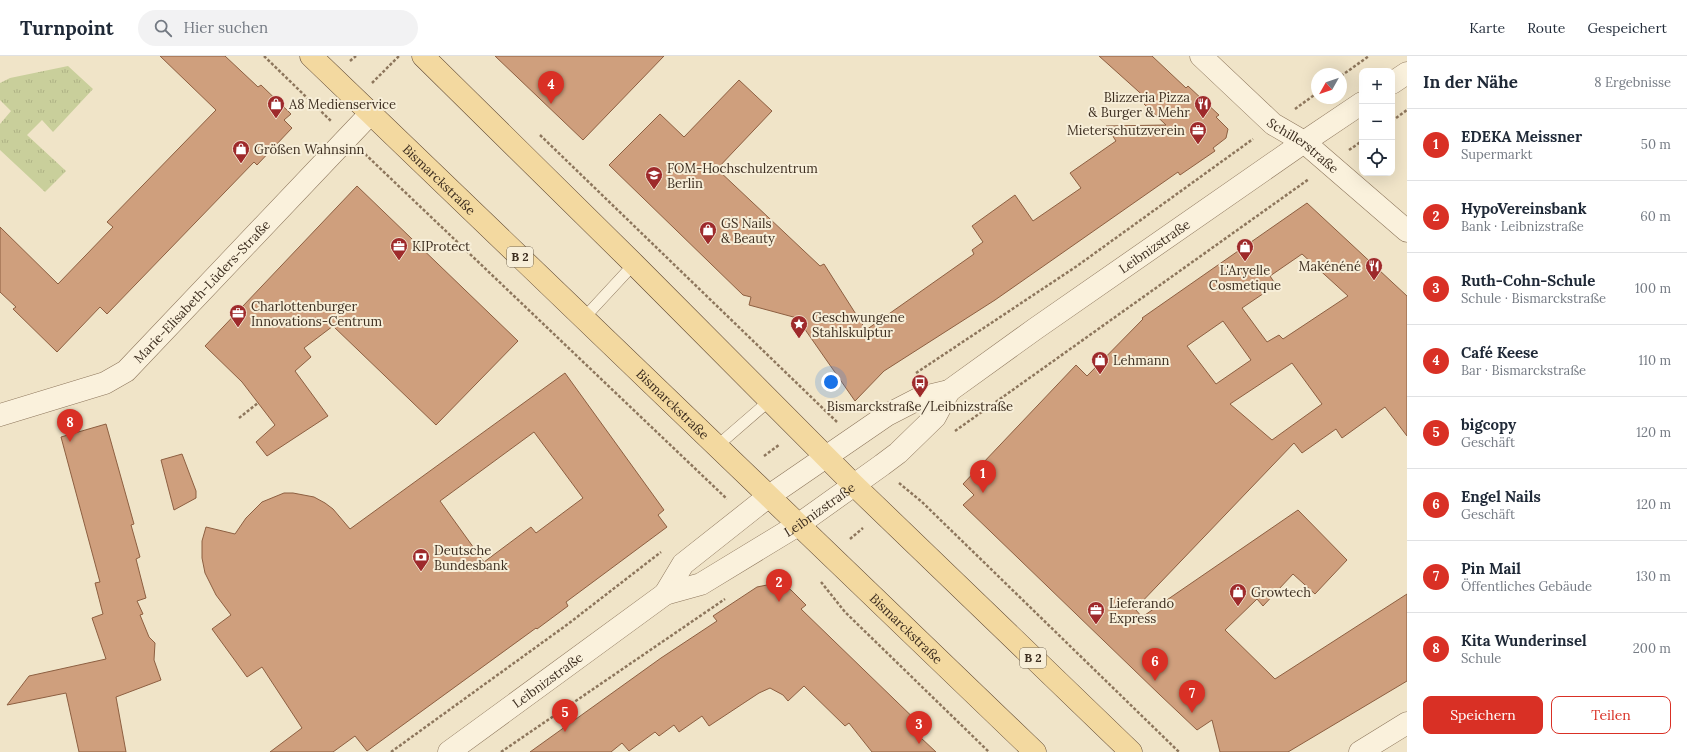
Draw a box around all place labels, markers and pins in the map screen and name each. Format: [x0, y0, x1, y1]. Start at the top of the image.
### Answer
pin: 4 [538, 71, 564, 104]
place label: Blizzeria Pizza & Burger & Mehr [1088, 89, 1190, 121]
shop icon: A8 Medienservice [266, 94, 286, 119]
restaurant icon: Blizzeria Pizza & Burger & Mehr [1193, 94, 1213, 119]
place label: A8 Medienservice [288, 96, 396, 113]
office icon: Mieterschutzverein [1188, 120, 1208, 145]
place label: Mieterschutzverein [1067, 122, 1185, 139]
shop icon: Größen Wahnsinn [231, 139, 251, 164]
place label: Größen Wahnsinn [254, 141, 365, 158]
place label: FOM-Hochschulzentrum Berlin [667, 160, 818, 192]
school or university icon: FOM-Hochschulzentrum Berlin [644, 165, 664, 190]
place label: GS Nails & Beauty [721, 215, 775, 247]
shop icon: GS Nails & Beauty [698, 220, 718, 245]
office icon: KIProtect [389, 236, 409, 261]
shop icon: L'Aryelle Cosmetique [1235, 237, 1255, 262]
place label: KIProtect [412, 238, 470, 255]
restaurant icon: Makénéné [1364, 256, 1384, 281]
place label: Makénéné [1299, 258, 1361, 275]
place label: L'Aryelle Cosmetique [1209, 262, 1281, 294]
place label: Charlottenburger Innovations-Centrum [251, 298, 383, 330]
office icon: Charlottenburger Innovations-Centrum [228, 303, 248, 328]
place label: Geschwungene Stahlskulptur [812, 309, 905, 341]
place icon: Geschwungene Stahlskulptur [789, 314, 809, 339]
shop icon: Lehmann [1090, 350, 1110, 375]
place label: Lehmann [1113, 352, 1170, 369]
bus stop icon: Bismarckstraße/Leibnizstraße [910, 373, 930, 398]
place label: Bismarckstraße/Leibnizstraße [827, 398, 1013, 415]
pin: 8 [57, 409, 83, 442]
pin: 1 [970, 460, 996, 493]
place label: Deutsche Bundesbank [434, 542, 508, 574]
bank icon: Deutsche Bundesbank [411, 547, 431, 572]
pin: 2 [766, 569, 792, 602]
shop icon: Growtech [1228, 582, 1248, 607]
place label: Growtech [1251, 584, 1311, 601]
place label: Lieferando Express [1109, 595, 1174, 627]
office icon: Lieferando Express [1086, 600, 1106, 625]
pin: 6 [1142, 648, 1168, 681]
pin: 7 [1179, 680, 1205, 713]
pin: 5 [552, 699, 578, 732]
pin: 3 [906, 711, 932, 744]

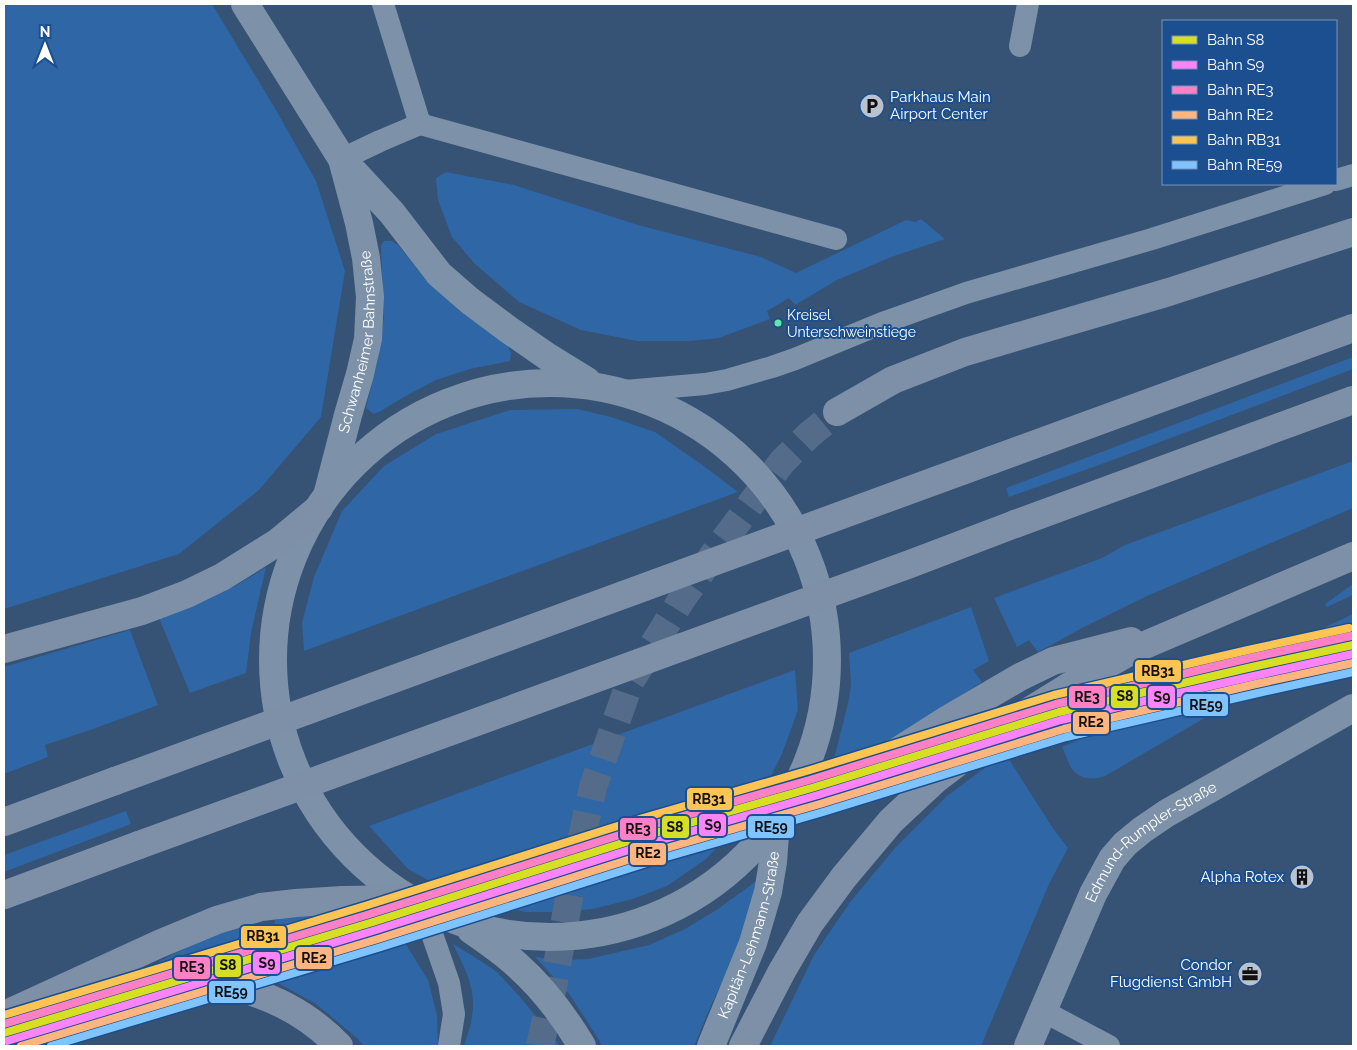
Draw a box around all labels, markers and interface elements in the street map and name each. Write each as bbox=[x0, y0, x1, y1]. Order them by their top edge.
north arrow bbox=[20, 20, 70, 70]
legend bbox=[1162, 20, 1337, 185]
text: N bbox=[40, 24, 50, 40]
text: Bahn S8 bbox=[1207, 31, 1265, 49]
text: Bahn S9 bbox=[1207, 56, 1265, 74]
text: Bahn RE3 bbox=[1207, 81, 1273, 99]
place label: Parkhaus Main Airport Center bbox=[890, 88, 991, 123]
parking icon: Parkhaus Main Airport Center bbox=[859, 93, 885, 119]
text: Bahn RE2 bbox=[1207, 106, 1273, 124]
text: Bahn RB31 bbox=[1207, 131, 1281, 149]
text: Bahn RE59 bbox=[1207, 156, 1283, 174]
street label: Schwanheimer Bahnstraße bbox=[335, 249, 379, 435]
place label: Kreisel Unterschweinstiege bbox=[787, 307, 916, 340]
marker: Kreisel Unterschweinstiege bbox=[773, 318, 783, 328]
line badge: RB31 bbox=[1134, 659, 1182, 683]
text: RB31 bbox=[1141, 663, 1175, 679]
line badge: RE3 bbox=[1068, 685, 1106, 709]
line badge: S8 bbox=[1110, 685, 1139, 709]
line badge: S9 bbox=[1147, 685, 1176, 709]
text: S8 bbox=[1116, 688, 1134, 704]
text: RE3 bbox=[1074, 689, 1100, 705]
text: S9 bbox=[1154, 689, 1170, 705]
line badge: RE59 bbox=[1182, 693, 1229, 717]
text: RE59 bbox=[1189, 697, 1223, 713]
line badge: RE2 bbox=[1072, 711, 1110, 735]
text: RE2 bbox=[1078, 714, 1104, 730]
street label: Edmund-Rumpler-Straße bbox=[1082, 778, 1220, 905]
line badge: RB31 bbox=[686, 787, 733, 811]
text: RB31 bbox=[692, 791, 726, 807]
line badge: S9 bbox=[698, 813, 727, 837]
line badge: S8 bbox=[661, 815, 690, 839]
line badge: RE59 bbox=[747, 815, 795, 839]
line badge: RE3 bbox=[619, 817, 657, 841]
text: S9 bbox=[705, 817, 721, 833]
text: S8 bbox=[666, 819, 684, 835]
text: RE59 bbox=[754, 819, 788, 835]
text: RE3 bbox=[625, 821, 651, 837]
line badge: RE2 bbox=[629, 842, 667, 866]
text: RE2 bbox=[635, 845, 661, 861]
street label: Kapitän-Lehmann-Straße bbox=[714, 850, 783, 1021]
building icon: Alpha Rotex bbox=[1289, 864, 1315, 890]
place label: Alpha Rotex bbox=[1200, 868, 1284, 886]
line badge: RB31 bbox=[240, 925, 287, 949]
text: RB31 bbox=[246, 928, 280, 944]
line badge: RE2 bbox=[295, 946, 333, 970]
text: RE2 bbox=[301, 950, 327, 966]
line badge: S9 bbox=[252, 951, 281, 975]
line badge: S8 bbox=[214, 954, 242, 978]
text: S9 bbox=[259, 955, 275, 971]
line badge: RE3 bbox=[173, 956, 211, 980]
place label: Condor Flugdienst GmbH bbox=[1110, 956, 1233, 991]
text: S8 bbox=[219, 957, 237, 973]
text: RE3 bbox=[179, 959, 205, 975]
office icon: Condor Flugdienst GmbH bbox=[1237, 961, 1263, 987]
line badge: RE59 bbox=[208, 980, 255, 1004]
text: RE59 bbox=[214, 984, 248, 1000]

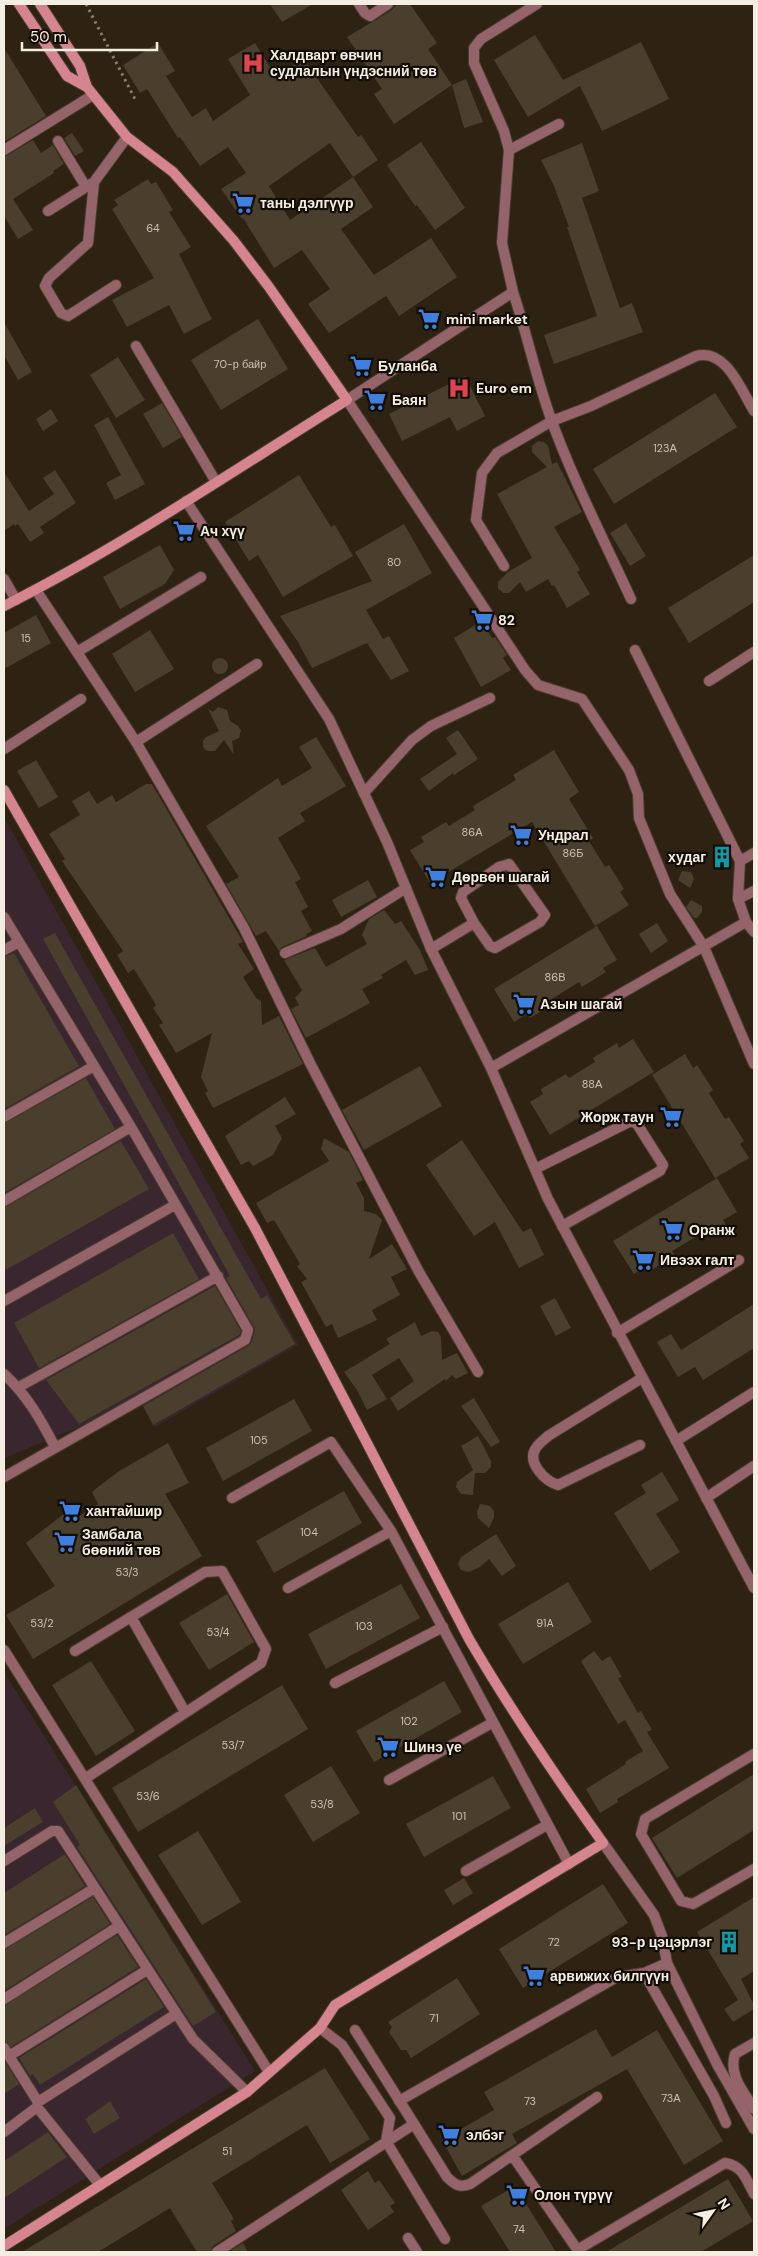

**YOUR GOAL:**
Copy all the lines of data exactly as they appear, dropping any images.

**EXERCISE ANSWER:**
Draw a box around all place labels, markers and pins in the map screen and name each. Format: [x0, y0, x1, y1]. Start at the top of the image.
### Answer
pin: 4 [538, 71, 564, 104]
place label: Blizzeria Pizza & Burger & Mehr [1088, 89, 1190, 121]
shop icon: A8 Medienservice [266, 94, 286, 119]
restaurant icon: Blizzeria Pizza & Burger & Mehr [1193, 94, 1213, 119]
place label: A8 Medienservice [288, 96, 396, 113]
office icon: Mieterschutzverein [1188, 120, 1208, 145]
place label: Mieterschutzverein [1067, 122, 1185, 139]
shop icon: Größen Wahnsinn [231, 139, 251, 164]
place label: Größen Wahnsinn [254, 141, 365, 158]
place label: FOM-Hochschulzentrum Berlin [667, 160, 818, 192]
school or university icon: FOM-Hochschulzentrum Berlin [644, 165, 664, 190]
place label: GS Nails & Beauty [721, 215, 775, 247]
shop icon: GS Nails & Beauty [698, 220, 718, 245]
office icon: KIProtect [389, 236, 409, 261]
shop icon: L'Aryelle Cosmetique [1235, 237, 1255, 262]
place label: KIProtect [412, 238, 470, 255]
restaurant icon: Makénéné [1364, 256, 1384, 281]
place label: Makénéné [1299, 258, 1361, 275]
place label: L'Aryelle Cosmetique [1209, 262, 1281, 294]
place label: Charlottenburger Innovations-Centrum [251, 298, 383, 330]
office icon: Charlottenburger Innovations-Centrum [228, 303, 248, 328]
place label: Geschwungene Stahlskulptur [812, 309, 905, 341]
place icon: Geschwungene Stahlskulptur [789, 314, 809, 339]
shop icon: Lehmann [1090, 350, 1110, 375]
place label: Lehmann [1113, 352, 1170, 369]
bus stop icon: Bismarckstraße/Leibnizstraße [910, 373, 930, 398]
place label: Bismarckstraße/Leibnizstraße [827, 398, 1013, 415]
pin: 8 [57, 409, 83, 442]
pin: 1 [970, 460, 996, 493]
place label: Deutsche Bundesbank [434, 542, 508, 574]
bank icon: Deutsche Bundesbank [411, 547, 431, 572]
pin: 2 [766, 569, 792, 602]
shop icon: Growtech [1228, 582, 1248, 607]
place label: Growtech [1251, 584, 1311, 601]
place label: Lieferando Express [1109, 595, 1174, 627]
office icon: Lieferando Express [1086, 600, 1106, 625]
pin: 6 [1142, 648, 1168, 681]
pin: 7 [1179, 680, 1205, 713]
pin: 5 [552, 699, 578, 732]
pin: 3 [906, 711, 932, 744]

Draw a box around all labels, markers and interface elements in the street map and name each. Write each as bbox=[x0, y0, x1, y1]. Order them by their top edge.
north arrow bbox=[20, 20, 70, 70]
legend bbox=[1162, 20, 1337, 185]
text: N bbox=[40, 24, 50, 40]
text: Bahn S8 bbox=[1207, 31, 1265, 49]
text: Bahn S9 bbox=[1207, 56, 1265, 74]
text: Bahn RE3 bbox=[1207, 81, 1273, 99]
place label: Parkhaus Main Airport Center bbox=[890, 88, 991, 123]
parking icon: Parkhaus Main Airport Center bbox=[859, 93, 885, 119]
text: Bahn RE2 bbox=[1207, 106, 1273, 124]
text: Bahn RB31 bbox=[1207, 131, 1281, 149]
text: Bahn RE59 bbox=[1207, 156, 1283, 174]
street label: Schwanheimer Bahnstraße bbox=[335, 249, 379, 435]
place label: Kreisel Unterschweinstiege bbox=[787, 307, 916, 340]
marker: Kreisel Unterschweinstiege bbox=[773, 318, 783, 328]
line badge: RB31 bbox=[1134, 659, 1182, 683]
text: RB31 bbox=[1141, 663, 1175, 679]
line badge: RE3 bbox=[1068, 685, 1106, 709]
line badge: S8 bbox=[1110, 685, 1139, 709]
line badge: S9 bbox=[1147, 685, 1176, 709]
text: S8 bbox=[1116, 688, 1134, 704]
text: RE3 bbox=[1074, 689, 1100, 705]
text: S9 bbox=[1154, 689, 1170, 705]
line badge: RE59 bbox=[1182, 693, 1229, 717]
text: RE59 bbox=[1189, 697, 1223, 713]
line badge: RE2 bbox=[1072, 711, 1110, 735]
text: RE2 bbox=[1078, 714, 1104, 730]
street label: Edmund-Rumpler-Straße bbox=[1082, 778, 1220, 905]
line badge: RB31 bbox=[686, 787, 733, 811]
text: RB31 bbox=[692, 791, 726, 807]
line badge: S9 bbox=[698, 813, 727, 837]
line badge: S8 bbox=[661, 815, 690, 839]
line badge: RE59 bbox=[747, 815, 795, 839]
line badge: RE3 bbox=[619, 817, 657, 841]
text: S9 bbox=[705, 817, 721, 833]
text: S8 bbox=[666, 819, 684, 835]
text: RE59 bbox=[754, 819, 788, 835]
text: RE3 bbox=[625, 821, 651, 837]
line badge: RE2 bbox=[629, 842, 667, 866]
text: RE2 bbox=[635, 845, 661, 861]
street label: Kapitän-Lehmann-Straße bbox=[714, 850, 783, 1021]
building icon: Alpha Rotex bbox=[1289, 864, 1315, 890]
place label: Alpha Rotex bbox=[1200, 868, 1284, 886]
line badge: RB31 bbox=[240, 925, 287, 949]
text: RB31 bbox=[246, 928, 280, 944]
line badge: RE2 bbox=[295, 946, 333, 970]
text: RE2 bbox=[301, 950, 327, 966]
line badge: S9 bbox=[252, 951, 281, 975]
line badge: S8 bbox=[214, 954, 242, 978]
text: S9 bbox=[259, 955, 275, 971]
line badge: RE3 bbox=[173, 956, 211, 980]
place label: Condor Flugdienst GmbH bbox=[1110, 956, 1233, 991]
text: S8 bbox=[219, 957, 237, 973]
text: RE3 bbox=[179, 959, 205, 975]
office icon: Condor Flugdienst GmbH bbox=[1237, 961, 1263, 987]
line badge: RE59 bbox=[208, 980, 255, 1004]
text: RE59 bbox=[214, 984, 248, 1000]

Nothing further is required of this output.